The effect shown in the image demonstrates the permaculture principle of stacking functions: Not only does leaf mulch improve the soil by (1) rotting and (2) capturing moisture from the melt, it also (3) raises soil temperature (which should extend the season, if only slightly). Leaf mulch for the win!

Oh, we see, once again, how water instruments the land.

I’m told that rosemary doesn’t survive winter easily, but for some reason this rosemary has been indestructible. I’m not sure why! It is in the wrong place — not near my zone zero — so I very rarely do anything with it other than hack it back, but since it’s happy where it is, there it shall stay.

Also, look at the that nice dark brown leaf mulch. Not only is it doing its job by capturing the snow melt, it’s happily rotting. That tomato patch (crossed fingers) will be happy.

But all I’ve got is this metal butterfly!

Things that taking photos with the iPad helps me see:

1. Ice instruments irregularities in the ground.

2. Those rocks from a long-ago border: I’ve got to move them somewhere useful before they get buried under the grass at the border, again. Rocks don’t come cheap, ya know!

3. The leaf mulch I put down last fall is really doing its job, capturing all that melt.

OK, OK, irrational exuberance. In July if it’s 39° F, I’ll feel like putting on a coat. But today, I feel like walking barefoot!

Banking the house with leaves.

Step (1)(a): Rake the leaves and put them in garbage bags. Since I no longer sing in the choir at The Church of The Lawn, I don’t believe in raking leaves just to make the property “look good.” But raking leaves to save on fuel? That’s a good use of mu time. Sometimes your neighbors will even let you rake their lawns, and move the organic matter onto your property! No photo, though; I don’t do action shots. Social note: Give neighbors back vegetables in the summer.

Step (1)(b) Bank the house against the prevailing wind by piling up the bags. The coldest rooms in the house — which are over a crawlspace that starts at ground level and has an earthen floor — turned into the warmest rooms after I started banking that side of the house.

Step (2) Leave the bags in place and let the leaves rot. This year, the bags got stacked bottom up, so water doesn’t leak in through the twistied top and get the leaves wet, wrecking their R value. But come spring, I’m going to try something new: I’m going to turn the bags right-side up, rip a hole, then pour in water and some compost starter. Then, after the black bags soak up the sun for the summer and fall, I’ll see if they’ve gotten farther along toward being compost than they got last year.

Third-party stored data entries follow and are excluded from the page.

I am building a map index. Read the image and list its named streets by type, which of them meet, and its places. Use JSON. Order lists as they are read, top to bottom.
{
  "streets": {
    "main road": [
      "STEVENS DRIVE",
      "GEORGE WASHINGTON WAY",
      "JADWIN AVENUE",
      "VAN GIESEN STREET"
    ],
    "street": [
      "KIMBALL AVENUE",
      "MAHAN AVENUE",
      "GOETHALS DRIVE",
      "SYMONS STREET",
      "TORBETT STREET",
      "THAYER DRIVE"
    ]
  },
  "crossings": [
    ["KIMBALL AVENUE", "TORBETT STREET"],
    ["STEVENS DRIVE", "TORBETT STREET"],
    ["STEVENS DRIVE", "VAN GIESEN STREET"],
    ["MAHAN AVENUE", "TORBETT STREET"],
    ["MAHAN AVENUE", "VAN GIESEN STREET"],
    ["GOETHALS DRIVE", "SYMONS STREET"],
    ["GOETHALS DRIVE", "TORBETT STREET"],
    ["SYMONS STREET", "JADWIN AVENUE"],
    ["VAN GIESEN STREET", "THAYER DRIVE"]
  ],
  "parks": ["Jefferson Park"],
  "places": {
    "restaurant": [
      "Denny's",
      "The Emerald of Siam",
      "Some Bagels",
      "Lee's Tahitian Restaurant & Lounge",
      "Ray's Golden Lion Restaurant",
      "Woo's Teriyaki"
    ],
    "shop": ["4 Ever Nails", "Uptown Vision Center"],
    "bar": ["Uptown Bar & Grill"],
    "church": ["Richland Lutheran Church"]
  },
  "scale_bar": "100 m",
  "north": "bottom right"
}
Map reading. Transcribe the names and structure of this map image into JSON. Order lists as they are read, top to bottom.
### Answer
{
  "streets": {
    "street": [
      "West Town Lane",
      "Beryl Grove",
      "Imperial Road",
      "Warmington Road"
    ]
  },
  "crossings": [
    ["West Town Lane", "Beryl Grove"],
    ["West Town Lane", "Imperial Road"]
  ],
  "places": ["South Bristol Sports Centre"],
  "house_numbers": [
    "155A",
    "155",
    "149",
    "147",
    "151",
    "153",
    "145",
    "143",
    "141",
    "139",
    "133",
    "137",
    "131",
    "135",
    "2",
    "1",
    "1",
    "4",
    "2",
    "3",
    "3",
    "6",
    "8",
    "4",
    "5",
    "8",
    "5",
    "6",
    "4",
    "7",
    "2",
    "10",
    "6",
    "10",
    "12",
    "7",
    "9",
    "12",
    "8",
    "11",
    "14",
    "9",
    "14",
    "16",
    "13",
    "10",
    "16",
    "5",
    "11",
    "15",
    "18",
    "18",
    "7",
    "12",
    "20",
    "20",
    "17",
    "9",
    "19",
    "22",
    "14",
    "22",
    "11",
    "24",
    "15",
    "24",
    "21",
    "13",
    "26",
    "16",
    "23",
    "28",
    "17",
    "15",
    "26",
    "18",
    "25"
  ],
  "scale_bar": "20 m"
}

Step (3)(a) Drag the bags from the house to the garden.

Step (3) (b) Open the bags and spread the leaves on the beds.

Return to (1)(a) where the cycle repeats.

Oh, the garbage bags: Bag integrity through winter, spring, summer and into fall is a requirement; so is heat absorption. So, alas, I use thick petroleum-based black bags, and not thin biodegradeable ones. I’ve tried recycling the bag scraps as “soil warmers” around the stems of young plants, but it turns out that transparent plastic is better for that. So right now, the bags are ending up in the landfill after only one season.

* * *

Banking the house this way illustrates at least two permaculture principles:

1. Stacking functions. The leaves perform at least two functions during the banking cycle: They insulate the house, and they enrich the soil.

2. Basic principle: “Let no organic matter leave the property!”

3. Basic principle: Use what comes to hand.

Plus, it’s wicked cheap, easy to do, and more than pays for itself.

>> Where’d I get the idea it was the 18th, anyhow? Always a bad sign when I live in the future, even if by only one day. I must be more anxious for February to end than I knew.